Action item:
Pictures in the data below are not part of the copy; transcribe everything else exactly.

Source data:

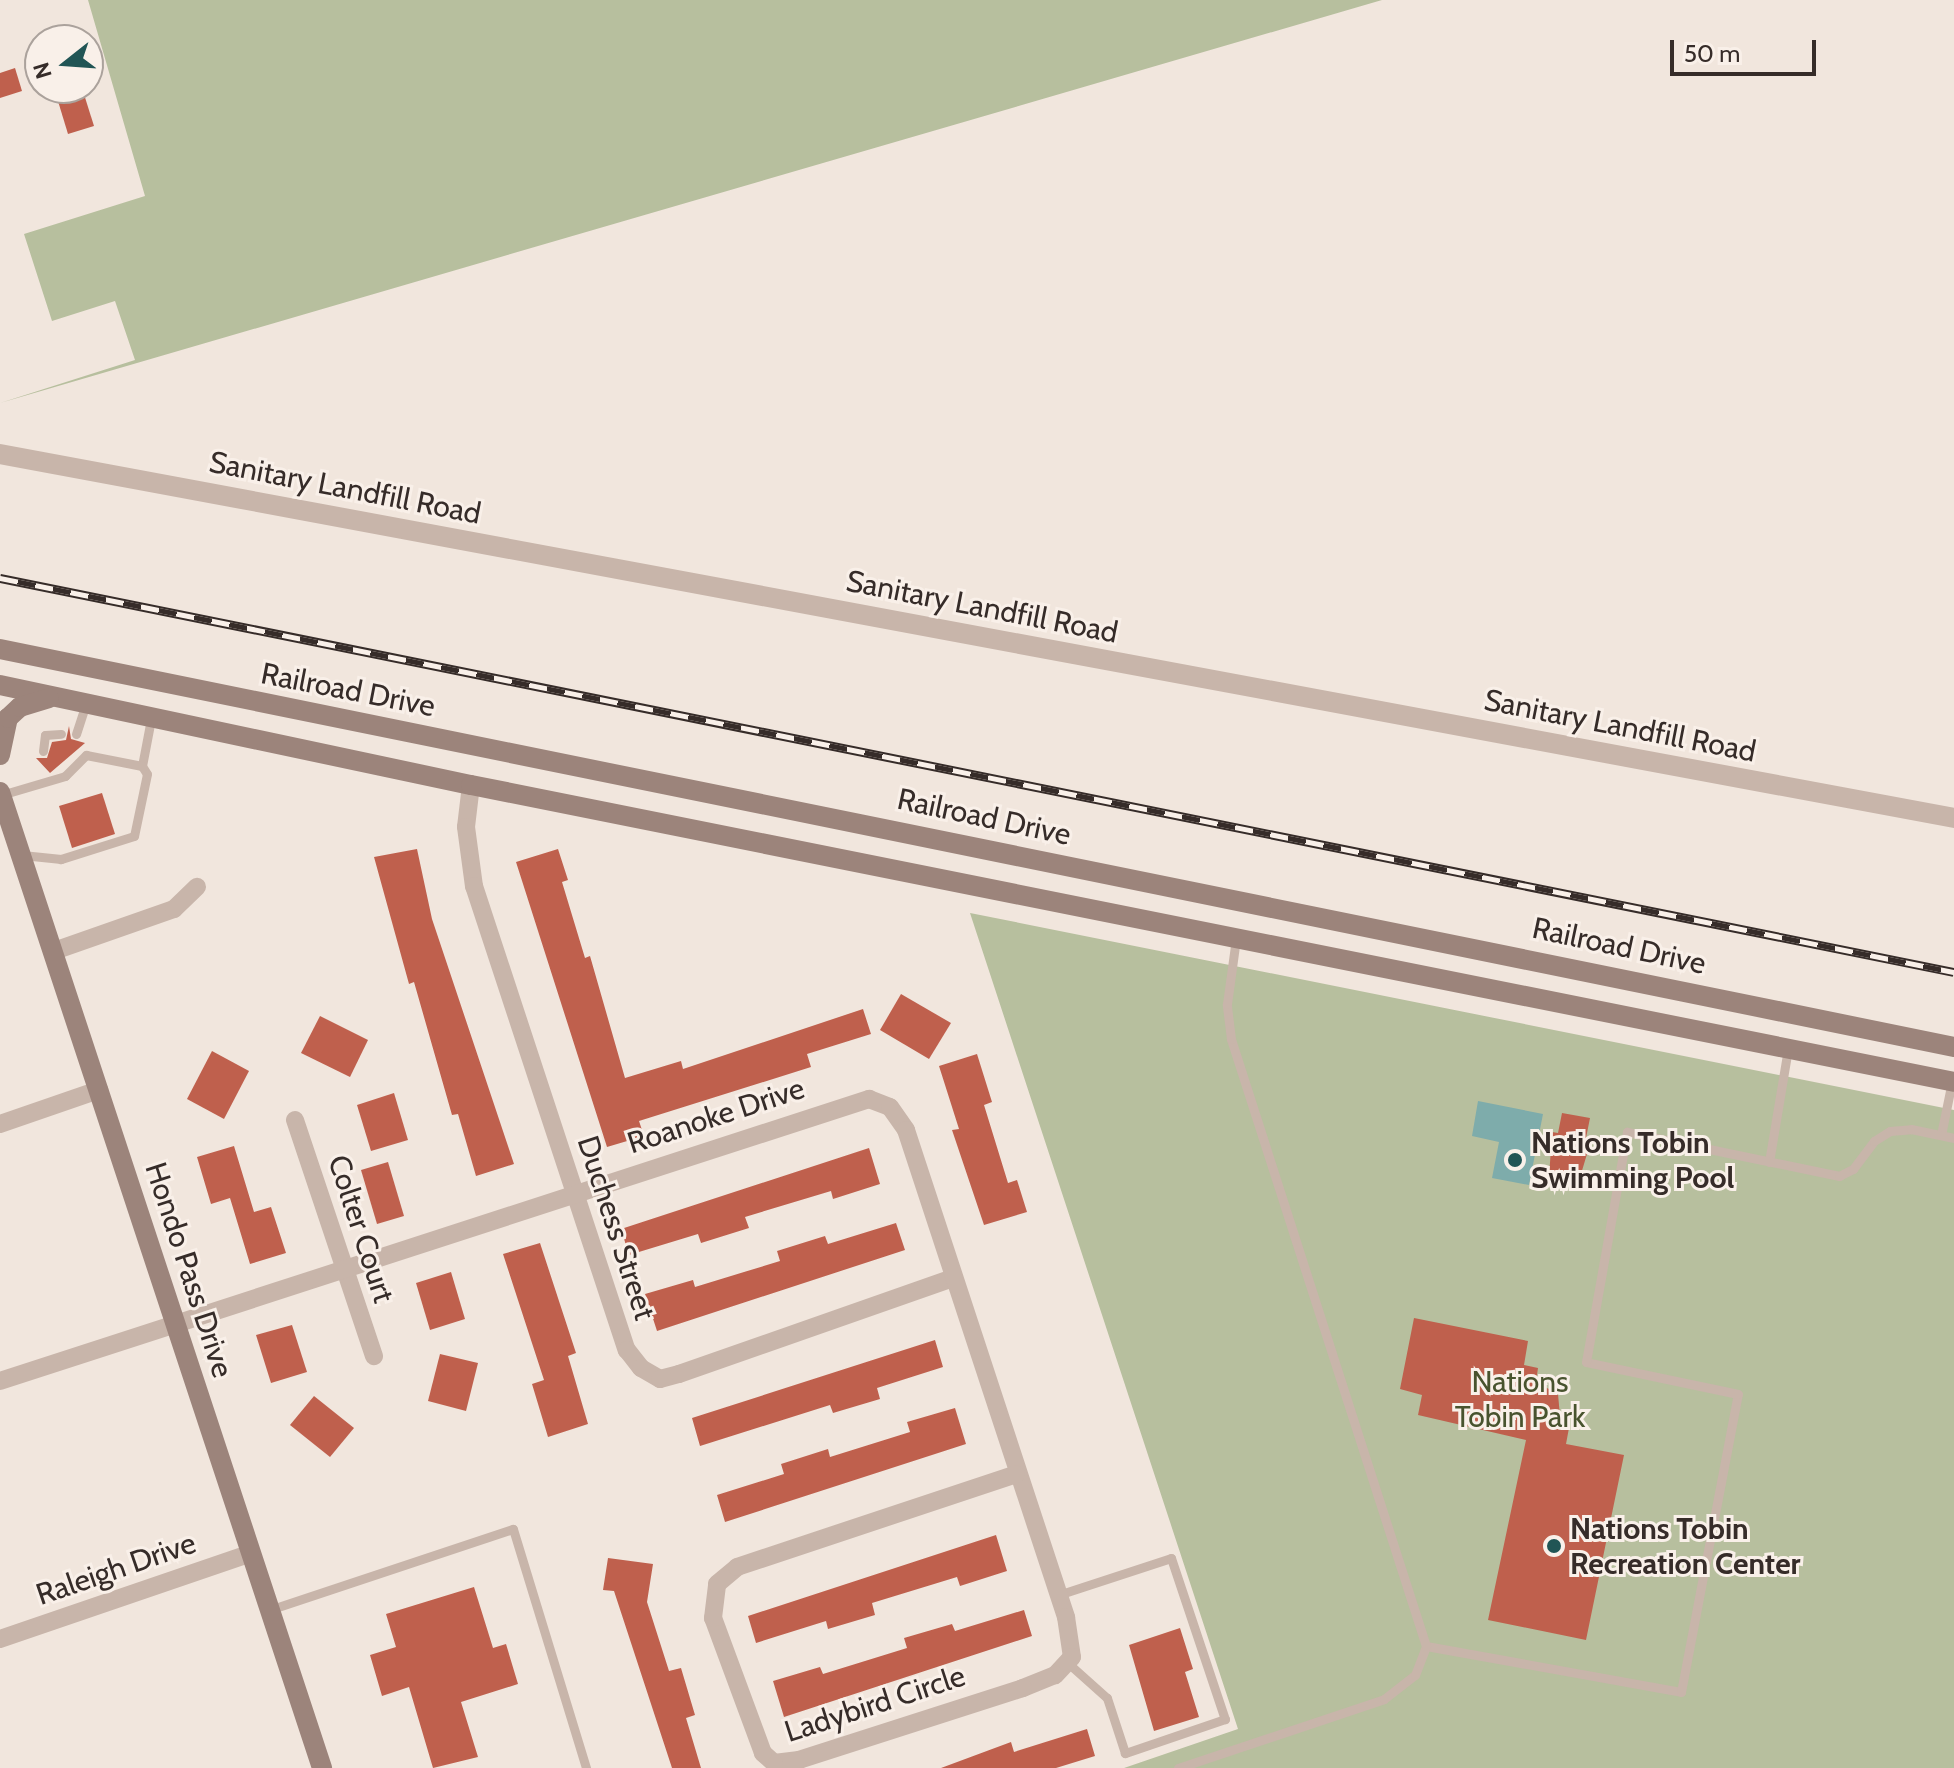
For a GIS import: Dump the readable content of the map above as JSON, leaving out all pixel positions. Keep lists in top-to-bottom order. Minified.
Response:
{"streets":{"main road":["Railroad Drive","Hondo Pass Drive"],"street":["Sanitary Landfill Road","Roanoke Drive","Duchess Street","Colter Court","Raleigh Drive","Ladybird Circle"]},"crossings":[["Roanoke Drive","Duchess Street"],["Roanoke Drive","Colter Court"],["Roanoke Drive","Hondo Pass Drive"],["Roanoke Drive","Ladybird Circle"],["Hondo Pass Drive","Raleigh Drive"]],"parks":["Nations Tobin Park"],"places":["Nations Tobin Swimming Pool","Nations Tobin Recreation Center"],"scale_bar":"50 m","north":"left"}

Completed exercise:
For a GIS import: Dump the readable content of the map above as JSON, leaving out all pixel positions. Keep lists in top-to-bottom order. Minified.
Response:
{"streets":{"main road":["Railroad Drive","Hondo Pass Drive"],"street":["Sanitary Landfill Road","Roanoke Drive","Duchess Street","Colter Court","Raleigh Drive","Ladybird Circle"]},"crossings":[["Roanoke Drive","Duchess Street"],["Roanoke Drive","Colter Court"],["Roanoke Drive","Hondo Pass Drive"],["Roanoke Drive","Ladybird Circle"],["Hondo Pass Drive","Raleigh Drive"]],"parks":["Nations Tobin Park"],"places":["Nations Tobin Swimming Pool","Nations Tobin Recreation Center"],"scale_bar":"50 m","north":"left"}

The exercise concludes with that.